> _ASSIGNED TASK_:
What lines of the data hold the string "class"? Pull each one out.

> _SOURCE RECORDS_:
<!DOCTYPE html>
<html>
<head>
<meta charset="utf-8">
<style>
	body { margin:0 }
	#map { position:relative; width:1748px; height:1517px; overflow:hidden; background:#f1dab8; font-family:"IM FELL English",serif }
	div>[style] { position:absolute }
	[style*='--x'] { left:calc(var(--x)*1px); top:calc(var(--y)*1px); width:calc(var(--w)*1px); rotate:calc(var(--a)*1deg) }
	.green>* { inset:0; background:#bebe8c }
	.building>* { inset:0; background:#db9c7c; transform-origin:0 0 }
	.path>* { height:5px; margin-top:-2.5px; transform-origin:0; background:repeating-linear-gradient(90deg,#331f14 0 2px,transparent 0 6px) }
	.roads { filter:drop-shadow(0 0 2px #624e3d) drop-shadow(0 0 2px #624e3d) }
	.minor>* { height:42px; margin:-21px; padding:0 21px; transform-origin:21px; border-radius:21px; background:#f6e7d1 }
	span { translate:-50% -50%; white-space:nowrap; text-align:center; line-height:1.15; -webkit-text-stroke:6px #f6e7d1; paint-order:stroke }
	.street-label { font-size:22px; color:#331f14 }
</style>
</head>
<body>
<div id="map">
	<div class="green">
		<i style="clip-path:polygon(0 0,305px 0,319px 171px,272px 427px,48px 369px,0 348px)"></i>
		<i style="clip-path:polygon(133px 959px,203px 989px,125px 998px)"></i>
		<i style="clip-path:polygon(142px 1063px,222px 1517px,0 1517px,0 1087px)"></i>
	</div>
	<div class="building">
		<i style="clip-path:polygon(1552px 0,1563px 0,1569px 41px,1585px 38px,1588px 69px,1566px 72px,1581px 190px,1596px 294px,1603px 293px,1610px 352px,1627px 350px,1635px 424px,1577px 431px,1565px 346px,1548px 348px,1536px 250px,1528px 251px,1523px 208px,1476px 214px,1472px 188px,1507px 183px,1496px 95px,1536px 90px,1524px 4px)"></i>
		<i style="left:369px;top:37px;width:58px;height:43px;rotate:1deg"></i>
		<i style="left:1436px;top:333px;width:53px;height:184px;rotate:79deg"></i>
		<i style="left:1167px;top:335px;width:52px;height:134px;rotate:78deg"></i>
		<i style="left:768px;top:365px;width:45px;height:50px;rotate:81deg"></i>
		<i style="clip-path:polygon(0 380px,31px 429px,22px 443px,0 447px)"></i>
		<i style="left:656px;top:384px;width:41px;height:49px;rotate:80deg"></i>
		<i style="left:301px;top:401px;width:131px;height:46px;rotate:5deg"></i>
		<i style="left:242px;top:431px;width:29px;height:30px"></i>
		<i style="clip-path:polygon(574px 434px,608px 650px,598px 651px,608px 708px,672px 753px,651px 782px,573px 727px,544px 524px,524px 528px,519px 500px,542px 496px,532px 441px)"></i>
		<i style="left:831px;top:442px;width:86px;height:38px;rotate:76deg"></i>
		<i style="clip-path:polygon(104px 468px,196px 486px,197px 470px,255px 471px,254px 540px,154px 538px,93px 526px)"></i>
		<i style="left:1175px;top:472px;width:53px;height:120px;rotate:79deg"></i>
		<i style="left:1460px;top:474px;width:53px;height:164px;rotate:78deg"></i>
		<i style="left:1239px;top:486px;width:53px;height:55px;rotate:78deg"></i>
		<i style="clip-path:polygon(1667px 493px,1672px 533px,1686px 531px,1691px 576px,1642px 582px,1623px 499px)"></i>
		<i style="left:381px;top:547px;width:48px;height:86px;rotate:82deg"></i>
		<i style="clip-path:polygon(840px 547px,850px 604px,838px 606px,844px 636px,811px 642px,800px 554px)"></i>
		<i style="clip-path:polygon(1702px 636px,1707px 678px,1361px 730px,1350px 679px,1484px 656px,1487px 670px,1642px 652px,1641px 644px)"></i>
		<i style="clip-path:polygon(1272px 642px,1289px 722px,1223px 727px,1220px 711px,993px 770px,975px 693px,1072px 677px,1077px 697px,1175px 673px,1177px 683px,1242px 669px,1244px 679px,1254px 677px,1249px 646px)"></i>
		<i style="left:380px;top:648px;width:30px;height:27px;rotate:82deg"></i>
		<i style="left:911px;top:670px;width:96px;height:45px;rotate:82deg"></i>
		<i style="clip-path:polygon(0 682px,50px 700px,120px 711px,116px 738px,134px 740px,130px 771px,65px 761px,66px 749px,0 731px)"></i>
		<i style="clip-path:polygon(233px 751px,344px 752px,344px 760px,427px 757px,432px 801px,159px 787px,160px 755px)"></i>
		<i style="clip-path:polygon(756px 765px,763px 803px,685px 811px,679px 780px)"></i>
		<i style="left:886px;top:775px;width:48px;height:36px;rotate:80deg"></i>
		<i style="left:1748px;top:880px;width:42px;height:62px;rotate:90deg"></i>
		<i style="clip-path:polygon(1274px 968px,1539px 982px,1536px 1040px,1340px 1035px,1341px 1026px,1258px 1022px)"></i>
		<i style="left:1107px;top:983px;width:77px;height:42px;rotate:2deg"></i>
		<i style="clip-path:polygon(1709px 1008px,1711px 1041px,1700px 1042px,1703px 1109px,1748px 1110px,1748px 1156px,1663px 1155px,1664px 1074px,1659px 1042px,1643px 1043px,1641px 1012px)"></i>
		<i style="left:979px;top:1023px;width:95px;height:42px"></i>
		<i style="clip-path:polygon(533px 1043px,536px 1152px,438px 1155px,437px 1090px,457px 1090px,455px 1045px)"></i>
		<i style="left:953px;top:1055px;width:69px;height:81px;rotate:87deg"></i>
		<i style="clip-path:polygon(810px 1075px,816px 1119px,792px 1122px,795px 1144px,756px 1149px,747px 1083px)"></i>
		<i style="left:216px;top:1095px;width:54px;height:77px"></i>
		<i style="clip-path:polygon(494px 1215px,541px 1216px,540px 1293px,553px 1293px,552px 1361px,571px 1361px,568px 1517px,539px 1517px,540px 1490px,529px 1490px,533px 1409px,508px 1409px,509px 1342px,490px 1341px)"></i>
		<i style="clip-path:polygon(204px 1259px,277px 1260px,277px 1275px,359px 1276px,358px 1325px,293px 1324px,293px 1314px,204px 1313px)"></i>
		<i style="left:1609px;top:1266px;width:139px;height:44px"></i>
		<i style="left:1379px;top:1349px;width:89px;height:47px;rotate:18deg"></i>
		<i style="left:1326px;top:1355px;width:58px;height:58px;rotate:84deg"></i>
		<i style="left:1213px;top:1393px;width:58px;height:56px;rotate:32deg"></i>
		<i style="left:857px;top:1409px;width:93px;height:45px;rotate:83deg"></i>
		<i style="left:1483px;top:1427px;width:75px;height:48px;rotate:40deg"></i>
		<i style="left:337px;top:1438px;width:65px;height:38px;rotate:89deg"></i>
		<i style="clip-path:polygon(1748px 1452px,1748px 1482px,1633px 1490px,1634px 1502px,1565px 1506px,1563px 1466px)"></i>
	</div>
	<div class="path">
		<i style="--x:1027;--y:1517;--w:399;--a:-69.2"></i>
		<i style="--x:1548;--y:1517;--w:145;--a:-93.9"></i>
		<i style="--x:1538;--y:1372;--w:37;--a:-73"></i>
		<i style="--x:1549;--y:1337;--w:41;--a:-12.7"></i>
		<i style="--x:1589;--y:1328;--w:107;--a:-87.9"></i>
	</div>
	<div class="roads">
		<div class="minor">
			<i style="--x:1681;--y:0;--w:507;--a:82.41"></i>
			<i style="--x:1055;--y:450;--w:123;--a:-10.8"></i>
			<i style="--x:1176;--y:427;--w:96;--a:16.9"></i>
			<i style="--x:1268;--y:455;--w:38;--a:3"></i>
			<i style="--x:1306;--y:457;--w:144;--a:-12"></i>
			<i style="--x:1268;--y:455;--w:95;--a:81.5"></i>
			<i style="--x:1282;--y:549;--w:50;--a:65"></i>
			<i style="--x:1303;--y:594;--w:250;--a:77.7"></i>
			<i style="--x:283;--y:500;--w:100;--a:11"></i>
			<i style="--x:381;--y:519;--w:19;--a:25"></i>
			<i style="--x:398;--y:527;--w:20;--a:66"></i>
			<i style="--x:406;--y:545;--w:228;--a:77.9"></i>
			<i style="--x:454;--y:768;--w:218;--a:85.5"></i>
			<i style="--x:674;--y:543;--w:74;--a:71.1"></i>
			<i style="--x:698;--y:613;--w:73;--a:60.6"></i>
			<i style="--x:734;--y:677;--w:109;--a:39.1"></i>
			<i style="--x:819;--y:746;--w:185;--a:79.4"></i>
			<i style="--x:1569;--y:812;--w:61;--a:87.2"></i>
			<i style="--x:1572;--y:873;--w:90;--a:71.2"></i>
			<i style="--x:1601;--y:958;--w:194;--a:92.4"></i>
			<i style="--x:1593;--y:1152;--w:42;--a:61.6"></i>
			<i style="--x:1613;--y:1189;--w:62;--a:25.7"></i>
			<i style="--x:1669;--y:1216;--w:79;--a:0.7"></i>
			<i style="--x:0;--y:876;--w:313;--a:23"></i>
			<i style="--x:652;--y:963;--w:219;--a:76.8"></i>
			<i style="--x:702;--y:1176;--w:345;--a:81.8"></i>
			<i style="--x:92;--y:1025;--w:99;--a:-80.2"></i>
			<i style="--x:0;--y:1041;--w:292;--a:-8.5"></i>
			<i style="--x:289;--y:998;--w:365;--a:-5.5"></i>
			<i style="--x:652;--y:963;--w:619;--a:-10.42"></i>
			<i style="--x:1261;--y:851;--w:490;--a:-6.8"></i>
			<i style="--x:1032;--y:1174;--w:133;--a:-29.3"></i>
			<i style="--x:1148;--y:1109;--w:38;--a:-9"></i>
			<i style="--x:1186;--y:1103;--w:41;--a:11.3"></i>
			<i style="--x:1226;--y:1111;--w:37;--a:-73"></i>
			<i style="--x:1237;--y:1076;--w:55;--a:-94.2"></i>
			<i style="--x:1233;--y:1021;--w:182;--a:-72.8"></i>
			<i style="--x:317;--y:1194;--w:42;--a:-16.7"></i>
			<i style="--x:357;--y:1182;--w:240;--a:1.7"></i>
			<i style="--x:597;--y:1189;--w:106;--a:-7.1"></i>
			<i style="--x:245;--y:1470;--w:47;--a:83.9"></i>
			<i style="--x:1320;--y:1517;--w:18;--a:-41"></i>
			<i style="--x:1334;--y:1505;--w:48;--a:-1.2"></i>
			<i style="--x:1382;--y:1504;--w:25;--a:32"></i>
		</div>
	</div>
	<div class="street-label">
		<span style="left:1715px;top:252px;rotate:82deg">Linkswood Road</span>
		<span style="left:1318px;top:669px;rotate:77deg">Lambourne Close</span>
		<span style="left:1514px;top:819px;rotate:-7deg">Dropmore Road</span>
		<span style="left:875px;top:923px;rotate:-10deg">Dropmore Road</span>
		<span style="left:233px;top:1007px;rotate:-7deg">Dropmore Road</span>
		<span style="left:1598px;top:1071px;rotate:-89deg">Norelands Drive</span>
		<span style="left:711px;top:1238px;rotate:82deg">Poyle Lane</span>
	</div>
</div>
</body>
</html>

> _SOLUTION TO THIS TASK_:
	<div class="green">
	<div class="building">
	<div class="path">
	<div class="roads">
		<div class="minor">
	<div class="street-label">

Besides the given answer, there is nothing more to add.